1月校(前受け校)を受験する意味
前受け校、すべり止め、1月校・・色々な言い方がありますが、「本命(第一志望校)受験より前に受ける学校」のことを指しています。東京や神奈川に住んでいる方は、1月に受験が行われる埼玉・千葉にある中学校を受けに行くわけです。(1月が本番の方も多いと思いますので、以下は「前受け校」と書きます)
塾との面談では「前受け校を用意することが前提」となります。自分でもそう理解していても、本番直前は本当に1日1日が貴重で無駄にできないため、「受かっても行かないだろうし、家や塾で勉強した方が良いのではないか」という思いも頭をかすめるかもしれません。
それでも、前受け校はぜひ受験して下さい。これはお子さんのためであり、親のためでもあります。今まで聞いてきた話や、我が家の経験談も踏まえてそう断言できます。
なぜ前受け校の受験が必要か
- 「受験本番」を体験することで、足りなかったものに気づくことが出来る
- 万が一の結果に備えて合格をひとつでも取っておき、「心の拠り所」を確保する
- 場数を踏むことで、親子ともに「受験対応力」が上がる
ひとつずつ、体験も含めて具体的に理由を書いてみます。
①「受験本番」を体験することで、足りなかったものに気づくことが出来る
我が家(東京在住)の場合、前受け校は埼玉の私立中学でした。いよいよ最初の学校の受験日。偏差値からすれば合格レベルだったので親としてはそれまであまり心配していなかったものの、実際は何があるか分かりません。
娘としては本当に初めての中学受験日。早起きをして日の出前の暗い中を出発し、大勢の受験生とともに様々な塾の先生方の声援や握手をくぐり抜けて受験会場へ。試験開始まではまだ1時間弱もあります。本番までよい意味の緊張が保てるのか・・。色んな意味で今までの模試とはやはり違う。
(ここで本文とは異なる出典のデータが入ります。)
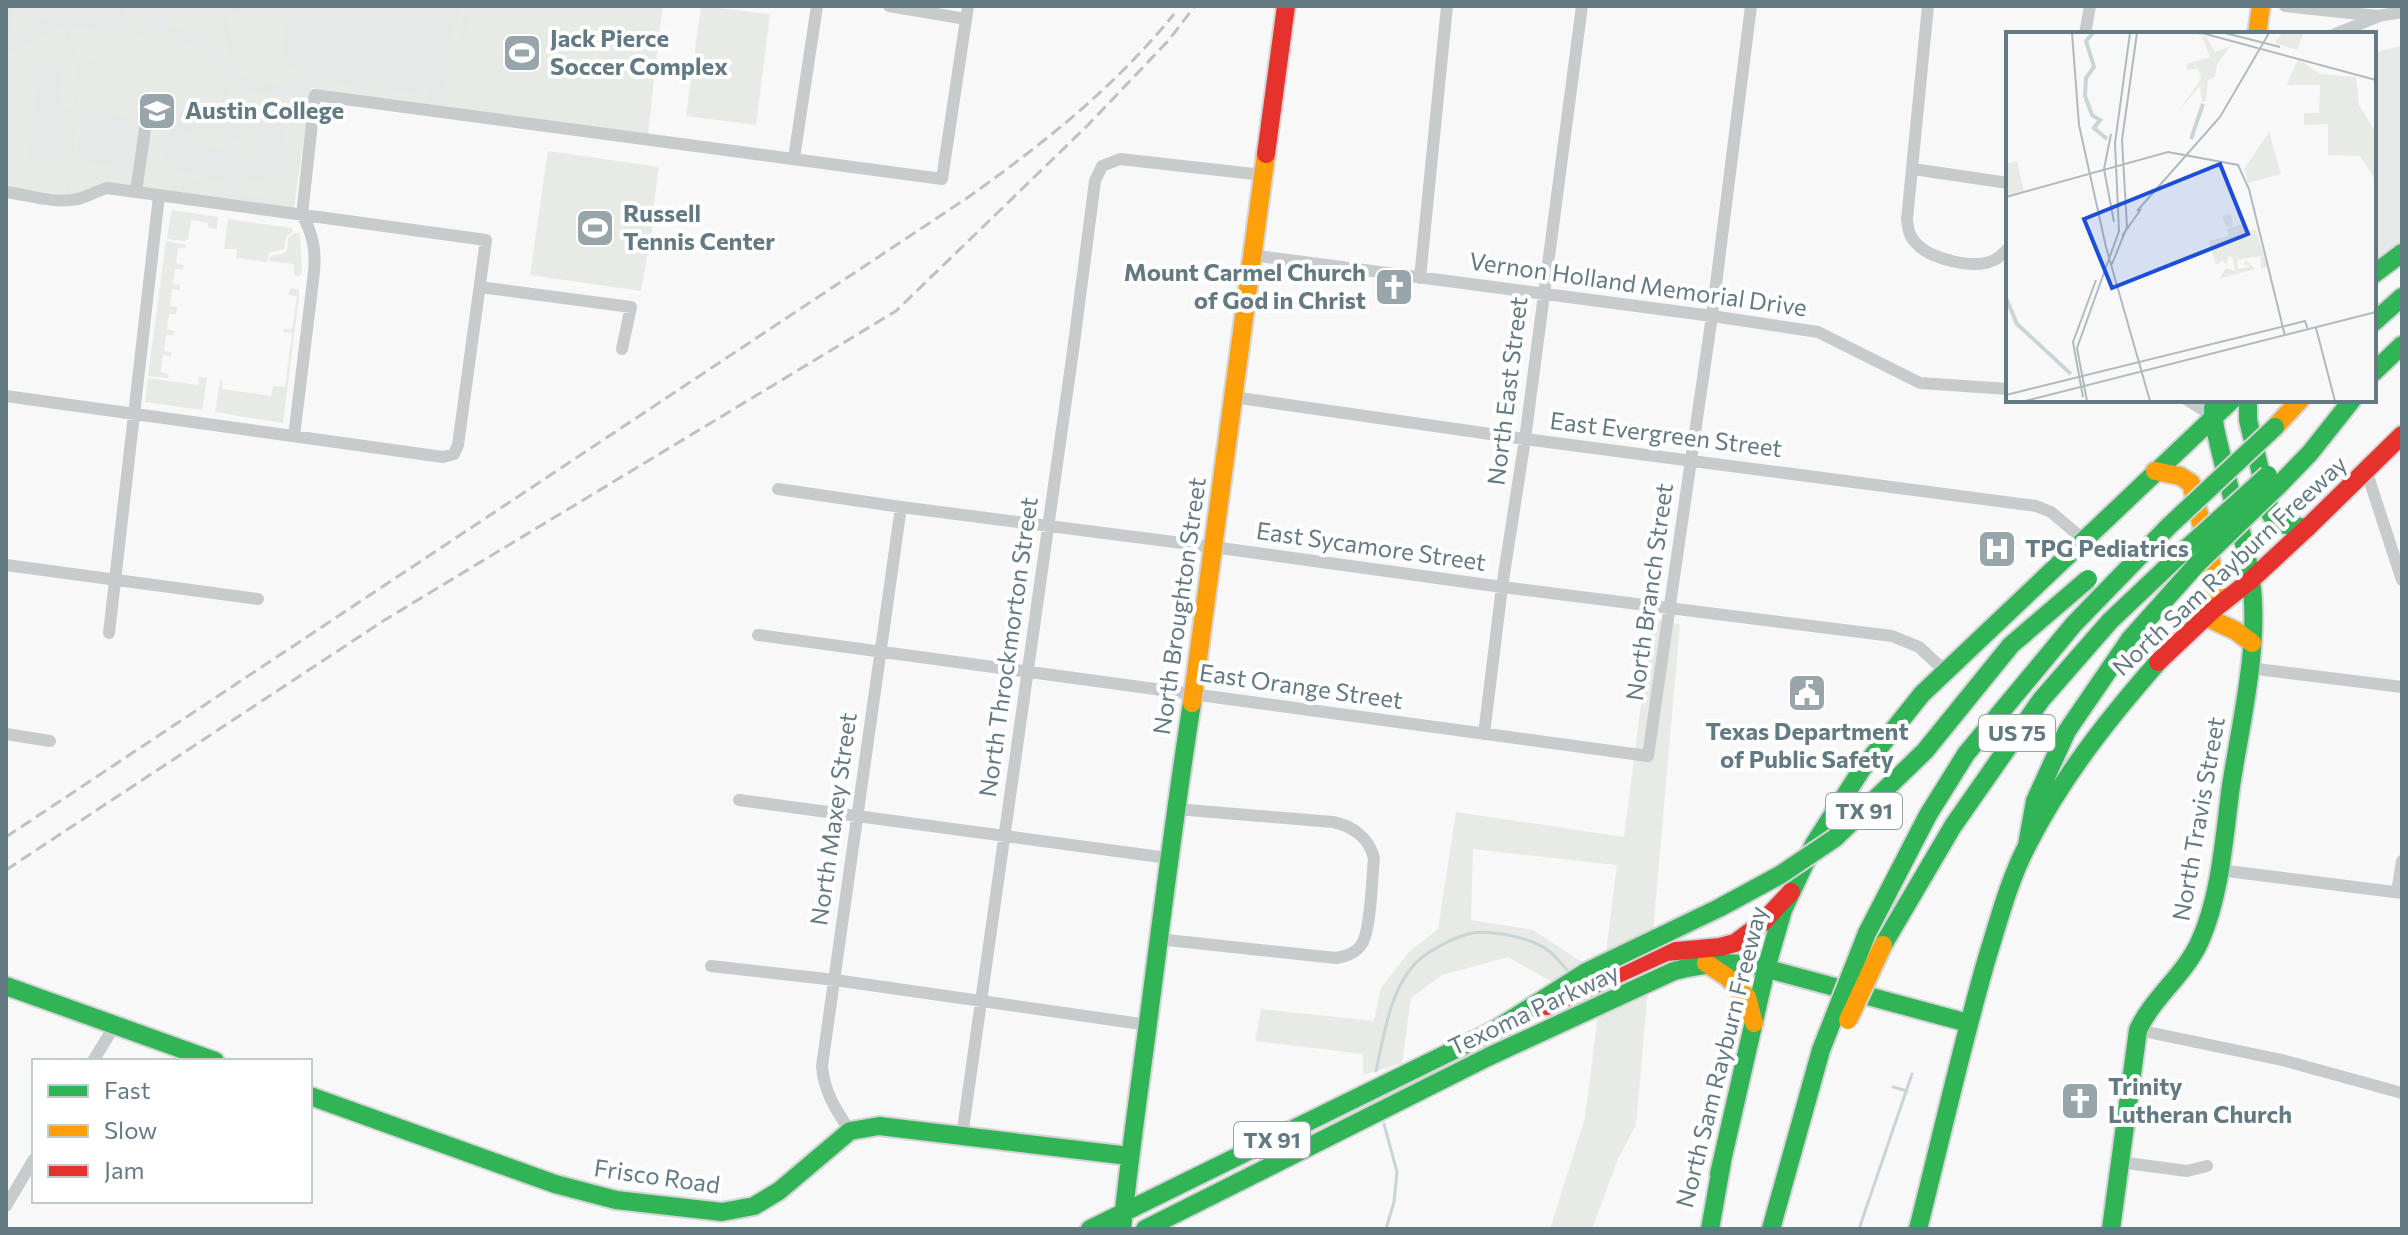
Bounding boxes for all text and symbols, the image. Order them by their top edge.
place label: Jack Pierce Soccer Complex [550,23,728,80]
sports icon: Jack Pierce Soccer Complex [501,32,543,74]
inset map [2006,32,2376,402]
school or university icon: Austin College [136,90,178,132]
place label: Austin College [185,95,344,124]
place label: Russell Tennis Center [623,198,775,255]
sports icon: Russell Tennis Center [574,207,616,249]
street label: Vernon Holland Memorial Drive [1468,245,1809,322]
place label: Mount Carmel Church of God in Christ [1124,257,1366,314]
church icon: Mount Carmel Church of God in Christ [1373,266,1415,308]
street label: North East Street [1481,295,1533,487]
street label: East Evergreen Street [1548,405,1784,462]
street label: North Sam Rayburn Freeway [2106,449,2352,681]
street label: North Broughton Street [1146,475,1211,736]
street label: North Branch Street [1619,481,1678,702]
street label: North Throckmorton Street [972,495,1043,799]
street label: East Sycamore Street [1255,515,1488,576]
hospital icon: TPG Pediatrics [1976,528,2018,570]
place label: TPG Pediatrics [2025,533,2189,562]
street label: East Orange Street [1198,657,1405,714]
public building icon: Texas Department of Public Safety [1786,672,1828,714]
street label: North Maxey Street [803,710,862,927]
street label: North Travis Street [2165,714,2230,923]
road number: US 75 [1979,715,2055,751]
place label: Texas Department of Public Safety [1705,716,1909,773]
road number: TX 91 [1826,793,1902,829]
street label: North Sam Rayburn Freeway [1669,903,1772,1210]
street label: Texoma Parkway [1444,956,1623,1061]
legend [32,1059,312,1203]
place label: Trinity Lutheran Church [2108,1071,2292,1128]
text: Fast [104,1075,151,1104]
church icon: Trinity Lutheran Church [2059,1080,2101,1122]
text: Slow [104,1115,157,1144]
road number: TX 91 [1234,1122,1310,1158]
street label: Frisco Road [592,1152,722,1199]
text: Jam [104,1155,144,1184]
試験終了後も長い待ち時間があり、やっと会えた娘は疲れ気味の表情。緊張はあまりしなかったけど、持っていたカイロがどんどん熱くなって困った、途中の休憩時間でお菓子を少し食べたけどその後の試験時間中もお腹が空いてしまった・・などと話してくれ、ずっと集中できたとは言えない様子。持たせたものの対応や、朝ごはんと間食の量の調整が必要となりました。
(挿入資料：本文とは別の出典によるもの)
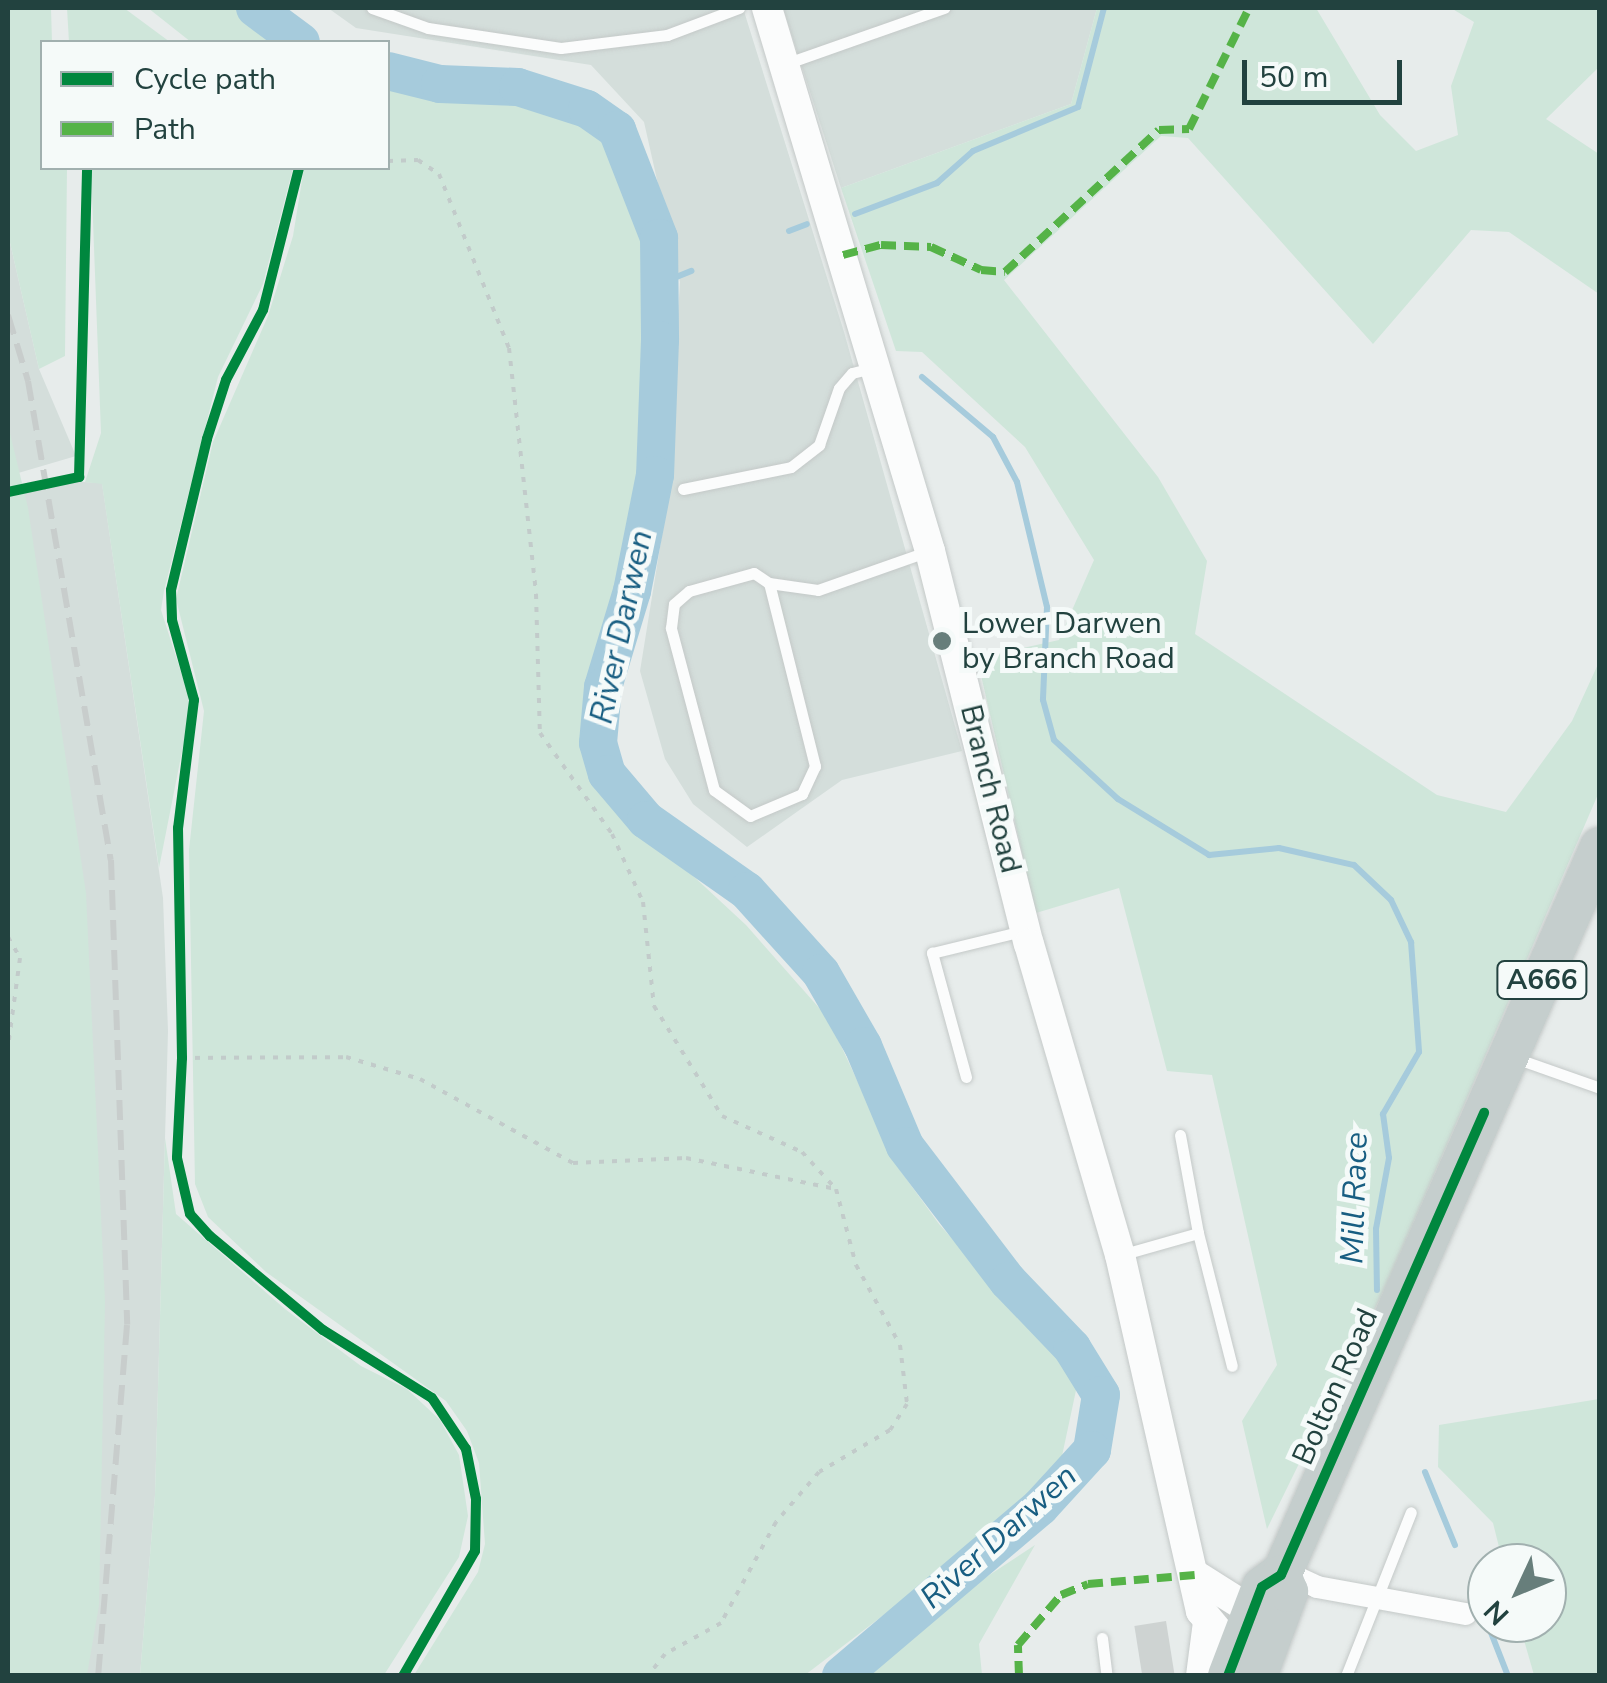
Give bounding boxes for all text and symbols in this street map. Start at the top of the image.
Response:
legend [40,40,390,170]
scale bar [1247,40,1407,102]
text: 50 m [1259,57,1328,98]
text: Cycle path [134,59,276,100]
text: Path [134,109,196,150]
water label: River Darwen [583,527,661,727]
place label: Lower Darwen by Branch Road [962,606,1175,676]
marker: Lower Darwen by Branch Road [931,630,953,652]
street label: Branch Road [952,701,1028,877]
road number: A666 [1494,957,1590,1003]
water label: Mill Race [1334,1131,1376,1265]
street label: Bolton Road [1286,1303,1386,1471]
water label: River Darwen [913,1457,1085,1617]
north arrow [1467,1543,1567,1643]
text: N [1476,1592,1518,1633]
そして翌日に合格発表。無事合格していることが分かり、娘と喜んだものの、教科ごとに点数開示される学校だったのでそれを見てビックリ。算数が予想よりかなり悪い!3年分の過去問をやってありましたが、こんな点数は取ったことがなかった・・・。その日の午後、塾で同中学校受験者を集めた「振り返り会」があり、そこで娘の作った再現答案によると、ミスがなんと15点分もあることが判明・・。これでよく合格できたねという状態で冷や汗(この時は国語に救われました)。他の友達も似たりよったりだったらしく、先生からは「これが受験だ、分かったか!?」と言われたそう。
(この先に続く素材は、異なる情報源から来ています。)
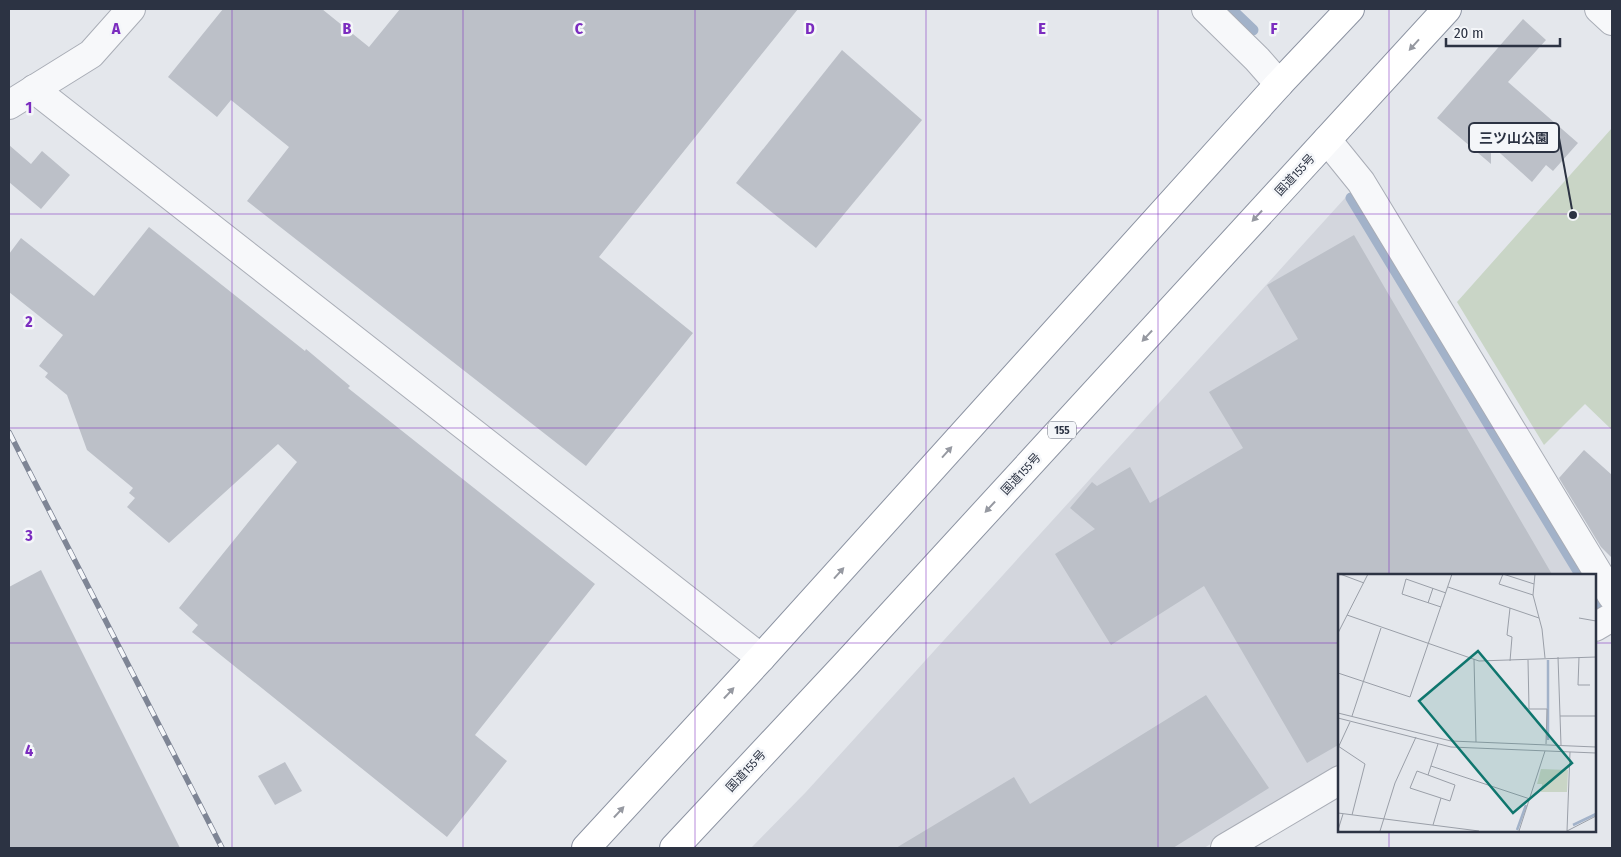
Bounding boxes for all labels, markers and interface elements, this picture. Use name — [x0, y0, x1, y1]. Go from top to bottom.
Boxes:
scale bar — [1446, 15, 1560, 47]
text: A — [111, 19, 121, 38]
text: B — [343, 19, 352, 38]
text: C — [575, 19, 584, 38]
text: D — [805, 19, 815, 38]
text: E — [1038, 19, 1046, 38]
text: F — [1270, 19, 1278, 38]
text: 20 m — [1454, 24, 1484, 42]
one-way arrow — [1408, 38, 1420, 50]
text: 1 — [26, 98, 32, 117]
callout: 三ツ山公園 — [1469, 123, 1559, 152]
text: 三ツ山公園 — [1479, 130, 1549, 147]
street label: 国道155号 — [1272, 151, 1318, 199]
one-way arrow — [1251, 210, 1263, 222]
text: 2 — [24, 312, 33, 331]
one-way arrow — [1141, 330, 1153, 342]
road number: 155 — [1048, 422, 1076, 438]
one-way arrow — [942, 445, 953, 458]
street label: 国道155号 — [998, 450, 1044, 498]
one-way arrow — [984, 501, 996, 513]
text: 3 — [24, 526, 33, 545]
one-way arrow — [833, 567, 845, 579]
inset map — [1338, 574, 1596, 832]
one-way arrow — [724, 687, 735, 699]
text: 4 — [25, 741, 33, 760]
street label: 国道155号 — [723, 747, 769, 795]
one-way arrow — [613, 807, 625, 819]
こんな内容だったので、親としても反省点が色々見つかりました。娘とは「これが本番だったらアウトだったよ。今回みたいなミスをしないためには?」と改めて話をしたり、先生からの叱咤で締めて頂いたこともあり、娘の士気も更に上がりました。ここまでたった2日間でしたが、受験生として足りない部分を認識・補完していくことが出来た貴重な機会だったと言えます。
②万が一の結果に備えて合格をひとつでも取っておき、「心の拠り所」を確保する
これは様々なところで耳にする話だと思うので詳しく書きません。娘も幸いにして不合格は無かったのですが、万が一(2月受験校で、まさかの全滅の場合)のための対処として、前受け校の中から1つ「通ってもよいと親子ともに思える学校」を探しておき、そこは必ず合格する、ということを決めていました。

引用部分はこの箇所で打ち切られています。